__WHAT THIS TASK INVOLVES__
The records below are to be written out again, exactly as they appear.
#### INFORMATION GIVEN
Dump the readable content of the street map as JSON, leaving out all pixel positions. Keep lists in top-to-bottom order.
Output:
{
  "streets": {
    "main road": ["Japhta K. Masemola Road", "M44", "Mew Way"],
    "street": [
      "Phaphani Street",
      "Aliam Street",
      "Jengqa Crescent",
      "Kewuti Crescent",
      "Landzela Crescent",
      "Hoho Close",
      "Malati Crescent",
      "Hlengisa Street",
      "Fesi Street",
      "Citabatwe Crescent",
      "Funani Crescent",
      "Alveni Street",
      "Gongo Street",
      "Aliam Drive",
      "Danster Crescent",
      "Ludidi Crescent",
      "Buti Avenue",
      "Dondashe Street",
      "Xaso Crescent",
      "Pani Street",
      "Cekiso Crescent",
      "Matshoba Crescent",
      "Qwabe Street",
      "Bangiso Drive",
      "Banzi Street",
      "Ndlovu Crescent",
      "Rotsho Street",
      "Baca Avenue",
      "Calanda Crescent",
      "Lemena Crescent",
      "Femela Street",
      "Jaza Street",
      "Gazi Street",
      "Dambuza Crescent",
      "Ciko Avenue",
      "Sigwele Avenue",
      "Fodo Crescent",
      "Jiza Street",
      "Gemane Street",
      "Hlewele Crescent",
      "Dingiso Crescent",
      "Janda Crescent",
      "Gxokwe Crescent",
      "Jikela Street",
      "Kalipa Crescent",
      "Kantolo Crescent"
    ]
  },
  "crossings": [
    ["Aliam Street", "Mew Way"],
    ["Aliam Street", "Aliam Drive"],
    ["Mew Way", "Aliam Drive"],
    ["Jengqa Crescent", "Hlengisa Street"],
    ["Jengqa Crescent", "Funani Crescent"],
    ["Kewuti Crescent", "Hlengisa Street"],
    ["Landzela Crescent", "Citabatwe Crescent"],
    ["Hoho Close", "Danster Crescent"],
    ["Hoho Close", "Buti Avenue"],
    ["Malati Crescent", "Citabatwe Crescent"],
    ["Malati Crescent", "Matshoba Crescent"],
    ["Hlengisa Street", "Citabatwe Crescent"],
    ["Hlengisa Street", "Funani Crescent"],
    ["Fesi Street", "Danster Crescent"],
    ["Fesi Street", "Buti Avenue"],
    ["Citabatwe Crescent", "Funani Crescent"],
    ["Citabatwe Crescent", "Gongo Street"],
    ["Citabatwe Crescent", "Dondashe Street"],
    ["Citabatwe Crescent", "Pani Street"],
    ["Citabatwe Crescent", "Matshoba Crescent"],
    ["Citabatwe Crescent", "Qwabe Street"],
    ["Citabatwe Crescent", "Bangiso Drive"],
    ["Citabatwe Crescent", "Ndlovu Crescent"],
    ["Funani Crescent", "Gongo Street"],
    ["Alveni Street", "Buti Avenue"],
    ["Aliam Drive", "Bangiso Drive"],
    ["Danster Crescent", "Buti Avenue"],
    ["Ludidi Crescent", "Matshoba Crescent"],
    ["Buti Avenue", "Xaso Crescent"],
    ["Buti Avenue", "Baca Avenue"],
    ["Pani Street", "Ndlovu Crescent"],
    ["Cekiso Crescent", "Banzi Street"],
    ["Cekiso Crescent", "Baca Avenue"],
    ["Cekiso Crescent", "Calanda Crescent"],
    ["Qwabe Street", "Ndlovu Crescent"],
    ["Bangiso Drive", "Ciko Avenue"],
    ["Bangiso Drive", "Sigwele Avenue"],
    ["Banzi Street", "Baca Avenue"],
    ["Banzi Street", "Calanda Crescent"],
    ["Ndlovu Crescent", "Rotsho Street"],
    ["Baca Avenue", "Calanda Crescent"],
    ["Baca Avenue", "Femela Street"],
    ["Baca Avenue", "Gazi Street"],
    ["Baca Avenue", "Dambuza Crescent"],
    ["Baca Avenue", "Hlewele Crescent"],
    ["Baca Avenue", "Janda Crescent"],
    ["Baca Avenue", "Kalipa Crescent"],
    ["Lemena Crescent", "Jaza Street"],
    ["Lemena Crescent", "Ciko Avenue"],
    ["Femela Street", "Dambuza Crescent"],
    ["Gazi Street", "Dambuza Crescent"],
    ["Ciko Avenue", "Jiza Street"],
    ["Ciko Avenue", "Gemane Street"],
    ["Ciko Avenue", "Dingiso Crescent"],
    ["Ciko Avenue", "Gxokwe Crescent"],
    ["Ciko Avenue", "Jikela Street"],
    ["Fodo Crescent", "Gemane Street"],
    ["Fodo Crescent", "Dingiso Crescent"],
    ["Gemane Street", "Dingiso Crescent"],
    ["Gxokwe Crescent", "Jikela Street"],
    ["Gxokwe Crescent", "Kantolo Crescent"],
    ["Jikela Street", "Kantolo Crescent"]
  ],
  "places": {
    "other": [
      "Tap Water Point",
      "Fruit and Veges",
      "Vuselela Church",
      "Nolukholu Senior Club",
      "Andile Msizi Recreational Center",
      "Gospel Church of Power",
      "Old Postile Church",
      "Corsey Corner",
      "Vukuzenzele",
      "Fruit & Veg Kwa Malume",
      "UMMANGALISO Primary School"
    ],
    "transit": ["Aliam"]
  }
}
########
__WORKED SOLUTION__
Dump the readable content of the street map as JSON, leaving out all pixel positions. Keep lists in top-to-bottom order.
Output:
{
  "streets": {
    "main road": ["Japhta K. Masemola Road", "M44", "Mew Way"],
    "street": [
      "Phaphani Street",
      "Aliam Street",
      "Jengqa Crescent",
      "Kewuti Crescent",
      "Landzela Crescent",
      "Hoho Close",
      "Malati Crescent",
      "Hlengisa Street",
      "Fesi Street",
      "Citabatwe Crescent",
      "Funani Crescent",
      "Alveni Street",
      "Gongo Street",
      "Aliam Drive",
      "Danster Crescent",
      "Ludidi Crescent",
      "Buti Avenue",
      "Dondashe Street",
      "Xaso Crescent",
      "Pani Street",
      "Cekiso Crescent",
      "Matshoba Crescent",
      "Qwabe Street",
      "Bangiso Drive",
      "Banzi Street",
      "Ndlovu Crescent",
      "Rotsho Street",
      "Baca Avenue",
      "Calanda Crescent",
      "Lemena Crescent",
      "Femela Street",
      "Jaza Street",
      "Gazi Street",
      "Dambuza Crescent",
      "Ciko Avenue",
      "Sigwele Avenue",
      "Fodo Crescent",
      "Jiza Street",
      "Gemane Street",
      "Hlewele Crescent",
      "Dingiso Crescent",
      "Janda Crescent",
      "Gxokwe Crescent",
      "Jikela Street",
      "Kalipa Crescent",
      "Kantolo Crescent"
    ]
  },
  "crossings": [
    ["Aliam Street", "Mew Way"],
    ["Aliam Street", "Aliam Drive"],
    ["Mew Way", "Aliam Drive"],
    ["Jengqa Crescent", "Hlengisa Street"],
    ["Jengqa Crescent", "Funani Crescent"],
    ["Kewuti Crescent", "Hlengisa Street"],
    ["Landzela Crescent", "Citabatwe Crescent"],
    ["Hoho Close", "Danster Crescent"],
    ["Hoho Close", "Buti Avenue"],
    ["Malati Crescent", "Citabatwe Crescent"],
    ["Malati Crescent", "Matshoba Crescent"],
    ["Hlengisa Street", "Citabatwe Crescent"],
    ["Hlengisa Street", "Funani Crescent"],
    ["Fesi Street", "Danster Crescent"],
    ["Fesi Street", "Buti Avenue"],
    ["Citabatwe Crescent", "Funani Crescent"],
    ["Citabatwe Crescent", "Gongo Street"],
    ["Citabatwe Crescent", "Dondashe Street"],
    ["Citabatwe Crescent", "Pani Street"],
    ["Citabatwe Crescent", "Matshoba Crescent"],
    ["Citabatwe Crescent", "Qwabe Street"],
    ["Citabatwe Crescent", "Bangiso Drive"],
    ["Citabatwe Crescent", "Ndlovu Crescent"],
    ["Funani Crescent", "Gongo Street"],
    ["Alveni Street", "Buti Avenue"],
    ["Aliam Drive", "Bangiso Drive"],
    ["Danster Crescent", "Buti Avenue"],
    ["Ludidi Crescent", "Matshoba Crescent"],
    ["Buti Avenue", "Xaso Crescent"],
    ["Buti Avenue", "Baca Avenue"],
    ["Pani Street", "Ndlovu Crescent"],
    ["Cekiso Crescent", "Banzi Street"],
    ["Cekiso Crescent", "Baca Avenue"],
    ["Cekiso Crescent", "Calanda Crescent"],
    ["Qwabe Street", "Ndlovu Crescent"],
    ["Bangiso Drive", "Ciko Avenue"],
    ["Bangiso Drive", "Sigwele Avenue"],
    ["Banzi Street", "Baca Avenue"],
    ["Banzi Street", "Calanda Crescent"],
    ["Ndlovu Crescent", "Rotsho Street"],
    ["Baca Avenue", "Calanda Crescent"],
    ["Baca Avenue", "Femela Street"],
    ["Baca Avenue", "Gazi Street"],
    ["Baca Avenue", "Dambuza Crescent"],
    ["Baca Avenue", "Hlewele Crescent"],
    ["Baca Avenue", "Janda Crescent"],
    ["Baca Avenue", "Kalipa Crescent"],
    ["Lemena Crescent", "Jaza Street"],
    ["Lemena Crescent", "Ciko Avenue"],
    ["Femela Street", "Dambuza Crescent"],
    ["Gazi Street", "Dambuza Crescent"],
    ["Ciko Avenue", "Jiza Street"],
    ["Ciko Avenue", "Gemane Street"],
    ["Ciko Avenue", "Dingiso Crescent"],
    ["Ciko Avenue", "Gxokwe Crescent"],
    ["Ciko Avenue", "Jikela Street"],
    ["Fodo Crescent", "Gemane Street"],
    ["Fodo Crescent", "Dingiso Crescent"],
    ["Gemane Street", "Dingiso Crescent"],
    ["Gxokwe Crescent", "Jikela Street"],
    ["Gxokwe Crescent", "Kantolo Crescent"],
    ["Jikela Street", "Kantolo Crescent"]
  ],
  "places": {
    "other": [
      "Tap Water Point",
      "Fruit and Veges",
      "Vuselela Church",
      "Nolukholu Senior Club",
      "Andile Msizi Recreational Center",
      "Gospel Church of Power",
      "Old Postile Church",
      "Corsey Corner",
      "Vukuzenzele",
      "Fruit & Veg Kwa Malume",
      "UMMANGALISO Primary School"
    ],
    "transit": ["Aliam"]
  }
}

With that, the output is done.